#### Problem
Copy every line below that has the word "transform" in it.

[Stored data entries]
——————————

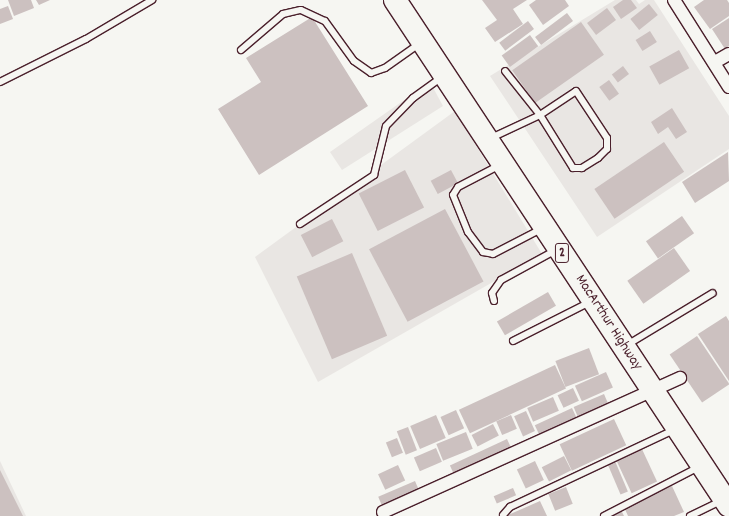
<!DOCTYPE html>
<html>
<head>
<meta charset="utf-8">
<style>
  body { margin:0 }
  #map { position:relative; width:729px; height:516px; overflow:hidden; background:#f6f6f2; font-family:Dekko,sans-serif }
  div>[style] { position:absolute }
  .built>* { inset:0; background:#e9e6e3 }
  .building>* { inset:0; background:#ccc1c0; transform-origin:0 0 }
  .roads { filter:drop-shadow(1px 0 #4a1f2b) drop-shadow(-1px 0 #4a1f2b) drop-shadow(0 1px #4a1f2b) drop-shadow(0 -1px #4a1f2b) }
  .lane>* { height:6px; margin:-3px; padding:0 3px; transform-origin:3px; border-radius:3px; background:#f6f6f2 }
  .street>* { height:12px; margin:-6px; padding:0 6px; transform-origin:6px; border-radius:6px; background:#f6f6f2 }
  .highway>* { height:22px; margin:-11px; padding:0 11px; transform-origin:11px; border-radius:11px; background:#f6f6f2 }
  span { translate:-50% -50%; white-space:nowrap; text-align:center; line-height:1.15; -webkit-text-stroke:3px #f6f6f2; paint-order:stroke }
  .shield-label span { padding:1px 3px; background:#f6f6f2; border:1px solid; border-radius:3px; -webkit-text-stroke-width:0 }
  .shield-label { font-size:14px; color:#4a1f2b; font-weight:700 }
  .street-label { font-size:15px; color:#4a1f2b }
</style>
</head>
<body>
<div id="map">
  <div class="built">
    <div style="clip-path:polygon(615px 0,636px 0,639px 4px,645px 0,654px 0,729px 116px,729px 149px,597px 237px,490px 76px)"></div>
    <div style="clip-path:polygon(430px 82px,443px 106px,342px 170px,330px 152px)"></div>
    <div style="clip-path:polygon(455px 111px,542px 254px,318px 382px,255px 257px)"></div>
    <div style="clip-path:polygon(0 461px,26px 516px,0 516px)"></div>
  </div>
  <div class="building">
    <div style="clip-path:polygon(8px 0,31px 0,34px 8px,14px 16px)"></div>
    <div style="clip-path:polygon(36px 0,50px 0,39px 5px)"></div>
    <div style="clip-path:polygon(482px 0,527px 0,513px 9px,523px 24px,495px 42px,485px 28px,497px 20px)"></div>
    <div style="clip-path:polygon(536px 0,565px 0,569px 6px,543px 25px,529px 5px)"></div>
    <div style="clip-path:polygon(623px 0,631px 0,637px 8px,621px 19px,613px 7px)"></div>
    <div style="clip-path:polygon(704px 0,727px 0,729px 3px,729px 16px,710px 29px,694px 7px)"></div>
    <div style="left:649px;top:4px;width:14px;height:24px;rotate:51deg"></div>
    <div style="clip-path:polygon(8px 6px,13px 19px,0 24px,0 9px)"></div>
    <div style="left:607px;top:8px;width:15px;height:25px;rotate:53deg"></div>
    <div style="left:567px;top:13px;width:10px;height:40px;rotate:53deg"></div>
    <div style="clip-path:polygon(312px 17px,368px 106px,259px 175px,218px 109px,261px 82px,246px 58px)"></div>
    <div style="clip-path:polygon(729px 18px,729px 46px,725px 49px,712px 29px)"></div>
    <div style="left:528px;top:21px;width:10px;height:36px;rotate:53deg"></div>
    <div style="left:581px;top:22px;width:40px;height:84px;rotate:55deg"></div>
    <div style="left:650px;top:31px;width:13px;height:17px;rotate:58deg"></div>
    <div style="left:530px;top:35px;width:14px;height:35px;rotate:54deg"></div>
    <div style="left:679px;top:50px;width:21px;height:34px;rotate:61deg"></div>
    <div style="left:623px;top:66px;width:10px;height:14px;rotate:53deg"></div>
    <div style="left:609px;top:80px;width:17px;height:12px;rotate:54deg"></div>
    <div style="clip-path:polygon(672px 108px,687px 132px,676px 139px,668px 127px,658px 134px,651px 122px)"></div>
    <div style="left:664px;top:142px;width:36px;height:84px;rotate:56deg"></div>
    <div style="clip-path:polygon(728px 152px,729px 181px,695px 203px,682px 182px)"></div>
    <div style="left:405px;top:170px;width:42px;height:52px;rotate:63deg"></div>
    <div style="left:451px;top:170px;width:15px;height:23px;rotate:62deg"></div>
    <div style="left:445px;top:209px;width:82px;height:86px;rotate:62deg"></div>
    <div style="left:682px;top:216px;width:21px;height:44px;rotate:55deg"></div>
    <div style="left:332px;top:219px;width:25px;height:35px;rotate:63deg"></div>
    <div style="left:674px;top:248px;width:28px;height:57px;rotate:55deg"></div>
    <div style="left:352px;top:253px;width:90px;height:60px;rotate:67deg"></div>
    <div style="left:548px;top:292px;width:16px;height:59px;rotate:60deg"></div>
    <div style="clip-path:polygon(726px 316px,729px 321px,729px 381px,698px 334px)"></div>
    <div style="left:697px;top:336px;width:58px;height:33px;rotate:56deg"></div>
    <div style="left:589px;top:348px;width:28px;height:36px;rotate:69deg"></div>
    <div style="left:555px;top:365px;width:26px;height:106px;rotate:65deg"></div>
    <div style="left:606px;top:372px;width:17px;height:34px;rotate:66deg"></div>
    <div style="left:573px;top:388px;width:14px;height:17px;rotate:65deg"></div>
    <div style="left:604px;top:394px;width:15px;height:33px;rotate:67deg"></div>
    <div style="left:553px;top:397px;width:15px;height:28px;rotate:67deg"></div>
    <div style="left:572px;top:408px;width:14px;height:41px;rotate:65deg"></div>
    <div style="left:456px;top:410px;width:20px;height:17px;rotate:66deg"></div>
    <div style="left:526px;top:411px;width:22px;height:13px;rotate:66deg"></div>
    <div style="left:436px;top:415px;width:25px;height:28px;rotate:67deg"></div>
    <div style="left:511px;top:415px;width:15px;height:16px;rotate:67deg"></div>
    <div style="left:614px;top:419px;width:29px;height:60px;rotate:65deg"></div>
    <div style="left:493px;top:424px;width:13px;height:24px;rotate:63deg"></div>
    <div style="left:408px;top:427px;width:25px;height:12px;rotate:69deg"></div>
    <div style="left:466px;top:432px;width:18px;height:32px;rotate:68deg"></div>
    <div style="left:397px;top:438px;width:16px;height:12px;rotate:68deg"></div>
    <div style="left:507px;top:439px;width:14px;height:63px;rotate:65deg"></div>
    <div style="left:641px;top:447px;width:38px;height:28px;rotate:65deg"></div>
    <div style="left:436px;top:448px;width:15px;height:24px;rotate:67deg"></div>
    <div style="left:564px;top:456px;width:16px;height:25px;rotate:63deg"></div>
    <div style="left:535px;top:461px;width:21px;height:20px;rotate:65deg"></div>
    <div style="left:615px;top:461px;width:33px;height:8px;rotate:67deg"></div>
    <div style="left:398px;top:465px;width:17px;height:22px;rotate:65deg"></div>
    <div style="clip-path:polygon(0 470px,23px 516px,0 516px)"></div>
    <div style="left:415px;top:481px;width:13px;height:40px;rotate:67deg"></div>
    <div style="clip-path:polygon(672px 486px,684px 512px,674px 516px,628px 516px,624px 507px)"></div>
    <div style="left:566px;top:487px;width:18px;height:19px;rotate:68deg"></div>
    <div style="left:513px;top:488px;width:8px;height:21px;rotate:67deg"></div>
    <div style="clip-path:polygon(540px 501px,547px 516px,506px 516px)"></div>
    <div style="clip-path:polygon(621px 510px,624px 516px,608px 516px)"></div>
  </div>
  <div class="roads">
    <div class="lane">
      <div style="left:241px;top:50px;width:55px;rotate:-40.6deg"></div>
      <div style="left:283px;top:14px;width:18px;rotate:-13deg"></div>
      <div style="left:301px;top:10px;width:26px;rotate:25deg"></div>
      <div style="left:325px;top:21px;width:49px;rotate:54.1deg"></div>
      <div style="left:354px;top:61px;width:21px;rotate:35deg"></div>
      <div style="left:371px;top:73px;width:15px;rotate:-20deg"></div>
      <div style="left:385px;top:68px;width:42px;rotate:-35.2deg"></div>
      <div style="left:0;top:82px;width:96px;rotate:-26.6deg"></div>
      <div style="left:86px;top:39px;width:77px;rotate:-30.6deg"></div>
      <div style="left:491px;top:138px;width:54px;rotate:-25.1deg"></div>
      <div style="left:540px;top:115px;width:43px;rotate:-33.7deg"></div>
      <div style="left:576px;top:91px;width:56px;rotate:56.6deg"></div>
      <div style="left:607px;top:138px;width:11px;rotate:90deg"></div>
      <div style="left:607px;top:149px;width:13px;rotate:135deg"></div>
      <div style="left:598px;top:158px;width:19px;rotate:148deg"></div>
      <div style="left:582px;top:168px;width:9px;rotate:180deg"></div>
      <div style="left:573px;top:168px;width:62px;rotate:-121.9deg"></div>
      <div style="left:540px;top:115px;width:56px;rotate:-128.5deg"></div>
      <div style="left:500px;top:165px;width:47px;rotate:152.4deg"></div>
      <div style="left:458px;top:187px;width:9px;rotate:122deg"></div>
      <div style="left:453px;top:195px;width:40px;rotate:68deg"></div>
      <div style="left:468px;top:232px;width:25px;rotate:53deg"></div>
      <div style="left:483px;top:252px;width:10px;rotate:11deg"></div>
      <div style="left:493px;top:254px;width:54px;rotate:-27.5deg"></div>
      <div style="left:300px;top:224px;width:89px;rotate:-33.5deg"></div>
      <div style="left:374px;top:175px;width:50px;rotate:-76.2deg"></div>
      <div style="left:386px;top:126px;width:39px;rotate:-46deg"></div>
      <div style="left:413px;top:98px;width:36px;rotate:-36deg"></div>
      <div style="left:494px;top:301px;width:8px;rotate:-104deg"></div>
      <div style="left:492px;top:293px;width:16px;rotate:-55deg"></div>
      <div style="left:501px;top:280px;width:63px;rotate:-28.6deg"></div>
      <div style="left:513px;top:341px;width:86px;rotate:-26.9deg"></div>
      <div style="left:627px;top:345px;width:100px;rotate:-31.2deg"></div>
      <div style="left:503px;top:515px;width:11px;rotate:-49deg"></div>
      <div style="left:510px;top:507px;width:181px;rotate:-25.2deg"></div>
      <div style="left:604px;top:516px;width:107px;rotate:-27.3deg"></div>
      <div style="left:690px;top:516px;width:34px;rotate:-26deg"></div>
    </div>
    <div class="street">
      <div style="left:674px;top:0;width:103px;rotate:57.7deg"></div>
      <div style="left:715px;top:62px;width:16px;rotate:-30deg"></div>
      <div style="left:383px;top:512px;width:326px;rotate:-24.3deg"></div>
    </div>
    <div class="highway">
      <div style="left:395px;top:0;width:606px;rotate:56.57deg"></div>
    </div>
  </div>
  <div class="shield-label">
    <span style="left:562px;top:253px">2</span>
  </div>
  <div class="street-label">
    <span style="left:608px;top:323px;rotate:57deg">MacArthur Highway</span>
  </div>
</div>
</body>
</html>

——————————

#### Reply
  .building>* { inset:0; background:#ccc1c0; transform-origin:0 0 }
  .lane>* { height:6px; margin:-3px; padding:0 3px; transform-origin:3px; border-radius:3px; background:#f6f6f2 }
  .street>* { height:12px; margin:-6px; padding:0 6px; transform-origin:6px; border-radius:6px; background:#f6f6f2 }
  .highway>* { height:22px; margin:-11px; padding:0 11px; transform-origin:11px; border-radius:11px; background:#f6f6f2 }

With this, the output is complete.